Ousmane sonko clarifie le règlement des tensions au sein du pastef

Ousmane Sonko rappelle les règles internes au Pastef lors d’un échange tendu à l’Assemblée

Ce vendredi matin, à l’occasion de la séance plénière dédiée aux questions d’actualité, le Premier ministre Ousmane Sonko s’est exprimé avec une clarté sans équivoque sur la gestion des dissensions internes au sein de son parti, le Pastef. Dans un discours ferme devant les députés, il a catégoriquement rejeté l’idée que les conflits au sein du mouvement puissent être résolus par des mesures administratives ou des décrets. Une prise de position qui vise à désamorcer toute tentative de déstabilisation de l’exécutif en exploitant d’éventuelles divisions.
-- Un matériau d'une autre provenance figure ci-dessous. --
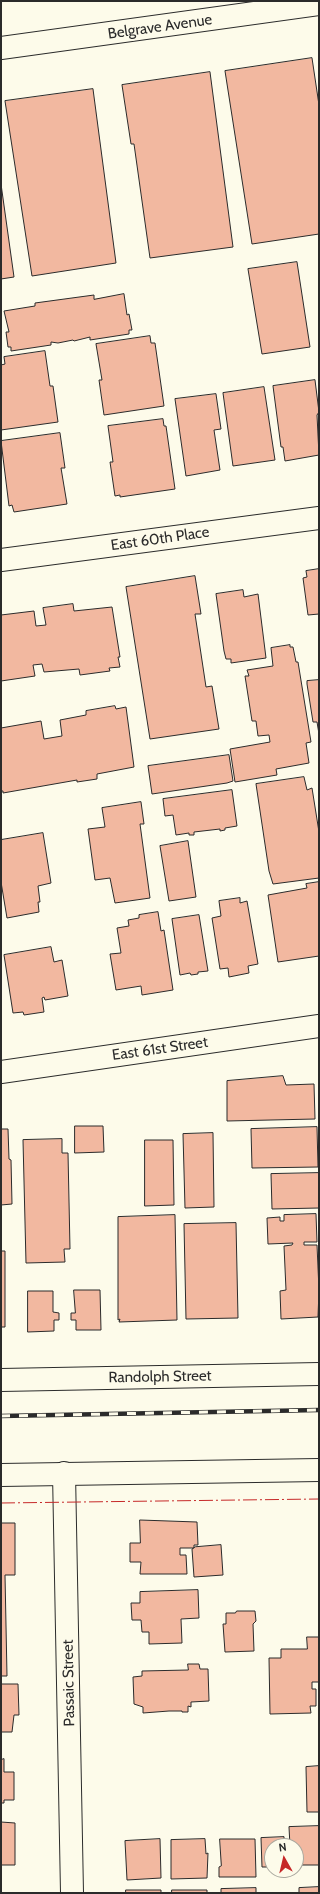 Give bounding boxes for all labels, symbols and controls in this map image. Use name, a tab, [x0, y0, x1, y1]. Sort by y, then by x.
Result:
street label: Belgrave Avenue	[107, 11, 213, 43]
street label: East 60th Place	[110, 523, 210, 555]
street label: East 61st Street	[111, 1033, 209, 1065]
street label: Randolph Street	[108, 1367, 212, 1387]
street label: Passaic Street	[59, 1639, 79, 1727]
north arrow	[264, 1838, 304, 1878]
text: N	[278, 1840, 287, 1855]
Ousmane Sonko s'exprime à l'Assemblée nationale

Pour Ousmane Sonko, les divergences entre militants et responsables du Pastef relèvent avant tout d’un débat politique et organisationnel. Il a insisté sur la nécessité de régler ces tensions par le dialogue et la transparence, plutôt que par des interventions autoritaires. Cette déclaration intervient dans un contexte où certains observateurs spéculaient sur d’éventuels clivages au sein du parti, alimentant des rumeurs sur une possible fragilisation de l’action gouvernementale.

Une réponse directe aux tentatives de fragilisation

En s’adressant aux élus, Ousmane Sonko a clairement indiqué que toute instrumentalisation des tensions internes pour affaiblir l’exécutif serait vaine. Selon lui, la cohésion du parti repose sur des principes démocratiques et une gestion collective, et non sur des décisions unilatérales. Cette position reflète sa volonté de maintenir une ligne politique stable, malgré les pressions externes et internes.

Le Premier ministre a également souligné que le Pastef, en tant que force politique majeure, doit faire face à ses responsabilités avec rigueur et unité. Les défis actuels, qu’ils soient économiques, sociaux ou sécuritaires, exigent une mobilisation collective plutôt que des querelles internes. Son intervention ce matin a ainsi marqué un coup d’arrêt aux spéculations sur une éventuelle déstabilisation du gouvernement.